A few months shy of my 19th birthday, I crawled out on the ledge of a roped-off bridge with some fellow knuckleheads and jumped — falling about 35 feet to the bracing surface of Lake Washington. Cool! - That was young and stupid.
Earlier this week, we saw a lip-biting, brow-crunching Alex Rodriguez, arguably the best player in baseball and certainly the game’s most insincere human being, explain why he took performance-enhancing drugs in his prime.
“I was young, I was stupid, I was naive.”
Whoooaaa, A-Rod. Stop the tape. For the record, he was pumped up on steroids and other drugs from ages 26 through 28, while the highest-paid player in baseball, with a 10-year, $252 million contract. He was a man in full, but wants us to think of him as a boy. He was a corporation unto himself, a very calculated one at that. He cheated to get an edge. Then he lied about it. But if nothing else, the A-Rod ‘roid admission this week — after he famously looked Katie Couric in the eye in 2007 and denied ever taking drugs to help him perform — gives us a chance to parse the oldest of lame excuses: young and stupid. The best-known contemporary example is George W. Bush, who explained away spending nearly half his adult life in a stupor of alcoholic and self-indulgent excess by saying: “When I was young and irresponsible, I was young and irresponsible.” After that, no reporter dared to ask about allegations of cocaine use, or try to get him to explain his arrest for driving while intoxicated. But Bush-the-life-story could have been a great teaching tool, or at least the start of a national debate on the young-and-stupid excuse and its consequences. The United States has the world’s largest prison system, with about 2.3 million people behind bars. Most of those criminals enter the system very young, with something very stupid — most often drugs or alcohol in excess — at the base of their crimes. At least one in five people in state prisons are doing time for drug offenses. What must they think, rotting away in musty cells, hearing a president or a celebrity athlete dismiss their mistakes with the hoary line of young and stupid?

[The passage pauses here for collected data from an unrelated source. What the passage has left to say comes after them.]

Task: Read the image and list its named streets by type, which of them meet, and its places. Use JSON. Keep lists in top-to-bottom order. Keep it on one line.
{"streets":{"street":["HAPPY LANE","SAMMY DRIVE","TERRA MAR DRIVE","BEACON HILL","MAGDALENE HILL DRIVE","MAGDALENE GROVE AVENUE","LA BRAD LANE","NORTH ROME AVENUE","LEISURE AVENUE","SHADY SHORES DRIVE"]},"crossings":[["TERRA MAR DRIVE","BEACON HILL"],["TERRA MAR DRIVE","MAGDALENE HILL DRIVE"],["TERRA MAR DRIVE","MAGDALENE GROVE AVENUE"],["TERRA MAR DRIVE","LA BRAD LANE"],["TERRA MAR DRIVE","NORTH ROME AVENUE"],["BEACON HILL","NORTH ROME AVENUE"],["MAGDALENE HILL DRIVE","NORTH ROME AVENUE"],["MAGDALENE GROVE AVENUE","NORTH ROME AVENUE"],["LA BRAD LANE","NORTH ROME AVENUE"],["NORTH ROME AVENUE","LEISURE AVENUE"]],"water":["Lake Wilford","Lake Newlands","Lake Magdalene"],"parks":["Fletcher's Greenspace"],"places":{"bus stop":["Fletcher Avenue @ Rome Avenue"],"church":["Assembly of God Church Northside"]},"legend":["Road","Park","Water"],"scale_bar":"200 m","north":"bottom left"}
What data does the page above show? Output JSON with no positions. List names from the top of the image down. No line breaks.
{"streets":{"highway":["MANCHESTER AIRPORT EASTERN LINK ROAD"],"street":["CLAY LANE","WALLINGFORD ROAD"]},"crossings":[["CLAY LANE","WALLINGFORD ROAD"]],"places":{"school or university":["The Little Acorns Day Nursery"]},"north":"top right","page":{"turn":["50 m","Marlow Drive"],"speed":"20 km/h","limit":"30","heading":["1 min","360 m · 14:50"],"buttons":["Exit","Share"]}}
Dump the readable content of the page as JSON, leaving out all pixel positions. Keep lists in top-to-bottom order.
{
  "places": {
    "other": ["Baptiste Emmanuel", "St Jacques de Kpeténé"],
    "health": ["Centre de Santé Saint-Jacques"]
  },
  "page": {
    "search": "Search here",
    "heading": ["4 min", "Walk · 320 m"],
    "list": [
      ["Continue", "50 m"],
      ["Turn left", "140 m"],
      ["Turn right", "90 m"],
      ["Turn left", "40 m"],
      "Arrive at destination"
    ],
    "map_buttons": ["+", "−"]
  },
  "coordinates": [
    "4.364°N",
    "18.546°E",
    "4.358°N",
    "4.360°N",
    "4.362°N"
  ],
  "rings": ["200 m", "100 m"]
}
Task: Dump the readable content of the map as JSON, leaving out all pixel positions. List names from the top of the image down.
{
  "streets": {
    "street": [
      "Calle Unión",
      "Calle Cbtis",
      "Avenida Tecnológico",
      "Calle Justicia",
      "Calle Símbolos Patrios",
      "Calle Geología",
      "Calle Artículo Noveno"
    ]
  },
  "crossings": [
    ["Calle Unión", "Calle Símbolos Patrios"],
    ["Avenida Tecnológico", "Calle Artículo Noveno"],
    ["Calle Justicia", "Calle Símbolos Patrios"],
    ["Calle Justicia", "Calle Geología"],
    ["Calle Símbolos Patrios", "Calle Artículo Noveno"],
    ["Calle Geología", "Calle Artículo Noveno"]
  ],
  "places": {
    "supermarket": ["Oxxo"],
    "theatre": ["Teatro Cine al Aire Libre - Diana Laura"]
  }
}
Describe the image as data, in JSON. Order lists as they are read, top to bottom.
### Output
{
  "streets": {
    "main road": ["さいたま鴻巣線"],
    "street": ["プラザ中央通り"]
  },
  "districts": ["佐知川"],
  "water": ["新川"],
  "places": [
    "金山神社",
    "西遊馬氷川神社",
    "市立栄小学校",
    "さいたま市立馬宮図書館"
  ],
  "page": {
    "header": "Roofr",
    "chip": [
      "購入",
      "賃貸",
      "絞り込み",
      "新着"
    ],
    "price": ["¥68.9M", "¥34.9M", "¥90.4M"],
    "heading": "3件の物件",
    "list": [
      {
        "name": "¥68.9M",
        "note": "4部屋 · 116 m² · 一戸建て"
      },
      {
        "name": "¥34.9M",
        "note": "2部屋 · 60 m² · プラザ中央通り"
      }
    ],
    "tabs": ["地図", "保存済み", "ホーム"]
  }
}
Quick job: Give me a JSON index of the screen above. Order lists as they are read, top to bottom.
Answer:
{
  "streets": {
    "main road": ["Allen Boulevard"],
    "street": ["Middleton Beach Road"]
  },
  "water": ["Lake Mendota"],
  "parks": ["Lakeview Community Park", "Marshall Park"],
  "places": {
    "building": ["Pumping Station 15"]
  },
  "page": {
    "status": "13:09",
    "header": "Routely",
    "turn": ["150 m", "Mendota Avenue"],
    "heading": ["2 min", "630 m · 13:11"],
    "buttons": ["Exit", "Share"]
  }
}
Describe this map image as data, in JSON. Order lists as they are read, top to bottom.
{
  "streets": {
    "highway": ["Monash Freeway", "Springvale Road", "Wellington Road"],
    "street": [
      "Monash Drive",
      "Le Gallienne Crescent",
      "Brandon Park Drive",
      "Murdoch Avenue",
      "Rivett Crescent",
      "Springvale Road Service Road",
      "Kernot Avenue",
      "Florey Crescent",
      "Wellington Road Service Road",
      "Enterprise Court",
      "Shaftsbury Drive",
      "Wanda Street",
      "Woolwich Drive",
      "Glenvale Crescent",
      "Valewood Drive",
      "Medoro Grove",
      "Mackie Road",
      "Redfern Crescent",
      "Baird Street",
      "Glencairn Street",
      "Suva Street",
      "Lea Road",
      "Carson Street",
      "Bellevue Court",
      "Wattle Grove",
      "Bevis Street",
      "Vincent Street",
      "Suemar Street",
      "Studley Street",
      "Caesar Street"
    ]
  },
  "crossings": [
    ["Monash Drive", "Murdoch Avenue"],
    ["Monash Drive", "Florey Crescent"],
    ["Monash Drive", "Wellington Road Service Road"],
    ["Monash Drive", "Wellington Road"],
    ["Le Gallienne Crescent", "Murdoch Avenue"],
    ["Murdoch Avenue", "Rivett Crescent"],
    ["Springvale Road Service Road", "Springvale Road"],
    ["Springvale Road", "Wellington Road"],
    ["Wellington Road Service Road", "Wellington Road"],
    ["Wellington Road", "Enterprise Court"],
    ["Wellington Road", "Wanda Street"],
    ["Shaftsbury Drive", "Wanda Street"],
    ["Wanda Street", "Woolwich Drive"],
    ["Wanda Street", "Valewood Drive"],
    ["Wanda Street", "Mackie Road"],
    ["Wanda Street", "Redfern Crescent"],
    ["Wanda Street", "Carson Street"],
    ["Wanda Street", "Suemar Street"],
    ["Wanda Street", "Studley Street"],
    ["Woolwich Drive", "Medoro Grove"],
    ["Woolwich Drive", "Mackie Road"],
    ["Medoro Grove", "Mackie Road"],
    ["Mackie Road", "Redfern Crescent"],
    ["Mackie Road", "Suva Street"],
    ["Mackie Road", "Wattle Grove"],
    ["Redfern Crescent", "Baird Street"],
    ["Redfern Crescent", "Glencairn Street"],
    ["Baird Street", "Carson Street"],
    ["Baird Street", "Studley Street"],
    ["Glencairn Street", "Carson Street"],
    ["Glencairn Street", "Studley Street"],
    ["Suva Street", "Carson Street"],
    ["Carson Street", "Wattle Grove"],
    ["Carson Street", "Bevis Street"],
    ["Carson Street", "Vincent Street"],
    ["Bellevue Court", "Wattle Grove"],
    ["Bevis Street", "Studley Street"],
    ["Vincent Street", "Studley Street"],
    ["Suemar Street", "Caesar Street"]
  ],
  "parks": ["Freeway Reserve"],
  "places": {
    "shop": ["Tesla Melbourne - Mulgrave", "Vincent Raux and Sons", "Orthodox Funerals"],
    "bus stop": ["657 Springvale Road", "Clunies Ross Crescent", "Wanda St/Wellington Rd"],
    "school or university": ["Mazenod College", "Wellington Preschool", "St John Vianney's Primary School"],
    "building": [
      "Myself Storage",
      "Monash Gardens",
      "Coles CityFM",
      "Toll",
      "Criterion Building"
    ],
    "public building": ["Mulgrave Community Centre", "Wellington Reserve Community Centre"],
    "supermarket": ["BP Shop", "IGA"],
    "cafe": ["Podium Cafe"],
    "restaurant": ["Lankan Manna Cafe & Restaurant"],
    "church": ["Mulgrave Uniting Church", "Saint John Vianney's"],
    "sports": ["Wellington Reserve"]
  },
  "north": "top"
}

The height of absurdity for the y&s excuse had to be Henry Hyde, the late silver-maned congressman who stood in judgment of Bill Clinton while chairman of the House Judiciary Committee. When it came out that the ever-pious Hyde had carried on a four-year affair with a married woman, he called it “a youthful indiscretion.”
Except Hyde was 45 years old, a married father of four, while engaging in this act of tender-age passion. It is one thing to forgive the doomed Juliet, not yet 14 and “a stranger in the world,” as Shakespeare wrote, for taking poison as part of an ill-thought-out plan to be with Romeo. Shakespeare himself married at 19 and understood that reason is no match for passion or stupidity at a young age.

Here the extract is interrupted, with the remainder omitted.